Time restraint prevented Bayer from providing medical assessments, routine on his previous trips in Haiti.

Bayer spent four days in Haiti during his most recent trip. Bayer said he was disappointed he had to leave so quickly, but plans to return to Haiti in February or March with One5Foundation.

“The follow-up care will be a huge need for the Haitian population,” he said.

Bayer has longtime ties to Haiti. He and his wife founded the Ivy Bayer House of Hope orphanage in Feyton in memory of their daughter. He helped build schools with church missionaries on his first visits, and then joined the Global Orphan Project.
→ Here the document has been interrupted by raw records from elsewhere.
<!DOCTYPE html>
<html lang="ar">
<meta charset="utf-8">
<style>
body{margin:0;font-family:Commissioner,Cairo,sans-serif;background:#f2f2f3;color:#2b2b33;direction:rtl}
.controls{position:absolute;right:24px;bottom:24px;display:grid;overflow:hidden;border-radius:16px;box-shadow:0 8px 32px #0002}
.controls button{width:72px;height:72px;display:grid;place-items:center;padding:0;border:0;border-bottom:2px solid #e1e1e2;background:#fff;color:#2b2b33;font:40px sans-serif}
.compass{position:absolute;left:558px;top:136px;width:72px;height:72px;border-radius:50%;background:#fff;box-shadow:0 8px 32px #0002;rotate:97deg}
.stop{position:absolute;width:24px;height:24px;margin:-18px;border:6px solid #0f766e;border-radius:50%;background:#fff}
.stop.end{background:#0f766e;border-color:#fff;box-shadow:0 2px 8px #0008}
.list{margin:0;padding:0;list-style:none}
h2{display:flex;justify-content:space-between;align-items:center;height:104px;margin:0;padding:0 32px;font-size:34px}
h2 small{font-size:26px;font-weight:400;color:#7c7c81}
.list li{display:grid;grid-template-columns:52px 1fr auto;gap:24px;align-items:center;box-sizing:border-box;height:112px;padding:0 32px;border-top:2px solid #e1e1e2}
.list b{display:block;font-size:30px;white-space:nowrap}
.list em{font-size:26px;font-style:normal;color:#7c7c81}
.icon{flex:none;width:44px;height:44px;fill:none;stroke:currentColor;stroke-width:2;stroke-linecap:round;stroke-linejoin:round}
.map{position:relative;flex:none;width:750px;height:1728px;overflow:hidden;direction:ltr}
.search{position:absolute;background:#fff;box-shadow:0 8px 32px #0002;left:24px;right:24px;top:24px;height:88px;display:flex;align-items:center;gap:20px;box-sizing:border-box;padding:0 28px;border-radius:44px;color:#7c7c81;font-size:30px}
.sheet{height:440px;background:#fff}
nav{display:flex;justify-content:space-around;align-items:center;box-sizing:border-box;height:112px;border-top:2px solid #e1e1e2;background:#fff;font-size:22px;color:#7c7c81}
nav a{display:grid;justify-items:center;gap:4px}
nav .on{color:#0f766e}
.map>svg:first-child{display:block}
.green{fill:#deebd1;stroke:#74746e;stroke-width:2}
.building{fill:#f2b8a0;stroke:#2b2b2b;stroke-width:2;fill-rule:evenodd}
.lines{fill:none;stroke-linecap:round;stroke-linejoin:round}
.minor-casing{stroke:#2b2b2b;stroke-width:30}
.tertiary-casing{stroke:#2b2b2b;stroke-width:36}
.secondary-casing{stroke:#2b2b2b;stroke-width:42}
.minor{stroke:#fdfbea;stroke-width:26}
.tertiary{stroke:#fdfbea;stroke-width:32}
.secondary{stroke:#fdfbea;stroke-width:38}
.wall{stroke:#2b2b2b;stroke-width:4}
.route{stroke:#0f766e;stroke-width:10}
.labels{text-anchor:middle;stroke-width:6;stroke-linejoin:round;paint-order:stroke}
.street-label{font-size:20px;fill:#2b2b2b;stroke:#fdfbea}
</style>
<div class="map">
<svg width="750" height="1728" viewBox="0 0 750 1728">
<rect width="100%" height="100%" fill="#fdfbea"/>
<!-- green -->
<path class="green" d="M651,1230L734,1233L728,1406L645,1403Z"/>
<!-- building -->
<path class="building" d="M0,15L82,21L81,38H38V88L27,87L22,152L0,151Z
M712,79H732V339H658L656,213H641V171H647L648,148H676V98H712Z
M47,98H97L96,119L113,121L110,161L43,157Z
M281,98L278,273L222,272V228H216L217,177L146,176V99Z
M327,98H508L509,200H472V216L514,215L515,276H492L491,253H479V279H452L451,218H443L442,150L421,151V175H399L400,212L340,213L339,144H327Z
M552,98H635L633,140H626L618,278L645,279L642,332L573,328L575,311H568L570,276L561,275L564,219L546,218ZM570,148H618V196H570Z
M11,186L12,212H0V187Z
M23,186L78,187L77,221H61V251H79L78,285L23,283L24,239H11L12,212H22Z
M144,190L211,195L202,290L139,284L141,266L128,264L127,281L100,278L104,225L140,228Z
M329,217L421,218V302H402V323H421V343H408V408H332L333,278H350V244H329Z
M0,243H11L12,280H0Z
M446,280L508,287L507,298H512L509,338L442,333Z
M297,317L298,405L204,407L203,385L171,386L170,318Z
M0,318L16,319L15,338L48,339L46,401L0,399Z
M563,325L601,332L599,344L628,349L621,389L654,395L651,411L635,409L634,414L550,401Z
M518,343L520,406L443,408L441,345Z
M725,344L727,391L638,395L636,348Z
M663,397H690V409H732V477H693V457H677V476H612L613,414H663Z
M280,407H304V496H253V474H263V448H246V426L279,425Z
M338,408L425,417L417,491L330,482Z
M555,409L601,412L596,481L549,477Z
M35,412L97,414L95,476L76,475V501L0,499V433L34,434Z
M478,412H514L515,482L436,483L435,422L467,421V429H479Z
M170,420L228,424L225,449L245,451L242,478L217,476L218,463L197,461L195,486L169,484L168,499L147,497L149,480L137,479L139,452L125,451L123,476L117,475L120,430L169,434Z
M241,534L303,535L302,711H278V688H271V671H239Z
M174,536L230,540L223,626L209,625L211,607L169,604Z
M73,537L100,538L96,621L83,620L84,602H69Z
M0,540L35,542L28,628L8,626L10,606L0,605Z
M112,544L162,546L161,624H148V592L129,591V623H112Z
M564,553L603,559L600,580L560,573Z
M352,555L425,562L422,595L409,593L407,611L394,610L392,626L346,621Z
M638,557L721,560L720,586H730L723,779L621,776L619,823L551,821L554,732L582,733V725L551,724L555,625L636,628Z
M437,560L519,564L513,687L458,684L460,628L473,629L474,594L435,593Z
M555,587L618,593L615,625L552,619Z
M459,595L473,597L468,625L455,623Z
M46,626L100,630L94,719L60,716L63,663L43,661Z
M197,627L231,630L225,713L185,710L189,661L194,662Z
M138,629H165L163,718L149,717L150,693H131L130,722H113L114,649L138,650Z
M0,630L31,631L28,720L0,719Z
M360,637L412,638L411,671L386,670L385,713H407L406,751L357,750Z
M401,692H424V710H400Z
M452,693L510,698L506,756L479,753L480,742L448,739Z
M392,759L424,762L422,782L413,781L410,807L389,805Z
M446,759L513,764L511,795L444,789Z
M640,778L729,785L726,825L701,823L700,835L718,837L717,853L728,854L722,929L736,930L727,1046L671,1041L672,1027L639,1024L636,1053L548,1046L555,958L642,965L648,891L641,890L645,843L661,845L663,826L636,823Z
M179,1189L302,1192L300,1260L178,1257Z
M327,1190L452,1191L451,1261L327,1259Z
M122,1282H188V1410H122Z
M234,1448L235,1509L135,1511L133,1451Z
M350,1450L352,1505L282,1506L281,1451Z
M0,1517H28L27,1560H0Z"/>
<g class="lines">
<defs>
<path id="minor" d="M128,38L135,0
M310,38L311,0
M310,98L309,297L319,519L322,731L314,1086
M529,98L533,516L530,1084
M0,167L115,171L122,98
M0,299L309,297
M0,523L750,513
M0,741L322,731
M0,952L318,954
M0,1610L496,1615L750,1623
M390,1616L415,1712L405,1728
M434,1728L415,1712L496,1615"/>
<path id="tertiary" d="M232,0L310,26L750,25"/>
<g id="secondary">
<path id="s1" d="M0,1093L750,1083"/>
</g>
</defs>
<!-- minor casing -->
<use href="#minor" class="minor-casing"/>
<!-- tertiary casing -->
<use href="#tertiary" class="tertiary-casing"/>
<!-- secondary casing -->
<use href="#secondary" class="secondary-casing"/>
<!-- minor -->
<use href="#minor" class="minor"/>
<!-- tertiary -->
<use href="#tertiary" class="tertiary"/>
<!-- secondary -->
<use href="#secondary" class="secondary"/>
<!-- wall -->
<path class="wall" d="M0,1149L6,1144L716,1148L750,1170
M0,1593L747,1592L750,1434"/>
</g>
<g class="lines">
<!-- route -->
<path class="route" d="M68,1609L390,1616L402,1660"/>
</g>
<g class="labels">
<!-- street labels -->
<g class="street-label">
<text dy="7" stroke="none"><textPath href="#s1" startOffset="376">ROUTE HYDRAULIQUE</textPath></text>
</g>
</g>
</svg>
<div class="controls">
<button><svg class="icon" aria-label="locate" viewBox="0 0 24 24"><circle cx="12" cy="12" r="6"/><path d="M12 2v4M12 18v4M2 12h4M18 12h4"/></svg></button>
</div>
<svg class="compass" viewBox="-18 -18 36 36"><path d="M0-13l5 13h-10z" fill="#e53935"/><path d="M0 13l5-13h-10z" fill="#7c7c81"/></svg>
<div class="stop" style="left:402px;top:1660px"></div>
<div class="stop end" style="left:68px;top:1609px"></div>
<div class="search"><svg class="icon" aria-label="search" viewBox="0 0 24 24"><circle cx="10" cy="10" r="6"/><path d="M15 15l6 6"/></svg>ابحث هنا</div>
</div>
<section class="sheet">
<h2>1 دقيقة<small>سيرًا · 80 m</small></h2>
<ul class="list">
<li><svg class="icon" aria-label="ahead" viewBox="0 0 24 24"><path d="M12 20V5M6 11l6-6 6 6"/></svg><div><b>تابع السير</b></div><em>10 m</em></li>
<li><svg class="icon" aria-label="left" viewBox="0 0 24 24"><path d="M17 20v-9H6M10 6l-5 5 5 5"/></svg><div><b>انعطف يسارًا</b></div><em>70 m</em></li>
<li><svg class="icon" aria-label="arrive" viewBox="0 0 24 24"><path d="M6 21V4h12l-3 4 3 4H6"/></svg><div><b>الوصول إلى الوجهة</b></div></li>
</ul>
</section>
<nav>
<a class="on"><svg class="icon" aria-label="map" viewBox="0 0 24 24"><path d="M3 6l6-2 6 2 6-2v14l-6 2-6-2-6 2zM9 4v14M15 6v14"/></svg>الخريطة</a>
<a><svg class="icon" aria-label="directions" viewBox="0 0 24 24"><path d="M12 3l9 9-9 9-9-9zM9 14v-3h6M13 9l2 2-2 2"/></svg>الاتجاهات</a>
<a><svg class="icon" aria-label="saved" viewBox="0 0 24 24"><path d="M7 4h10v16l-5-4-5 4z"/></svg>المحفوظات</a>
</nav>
Through the Global Orphan Project, Bayer performed health assessments on four different trips for hundreds of children in an orphanage compound.

“I love working with children,” he said.

Bayer said he became passionate about Haiti after his first missionary trip in 1999, embracing their culture, food and music. He describes Haitians as very welcoming, open and generous with what they have. He said he appreciates their simplicity.

“I always feel more at home in Haiti than in the U.S.,” he said.

Bayer encourages nurses to help in Haiti, but said they should be prepared to see gruesome cases, considering the number of amputations, open wounds and deaths.

“(They should) prepare their minds to see things they’ve never seen in the States,” he said.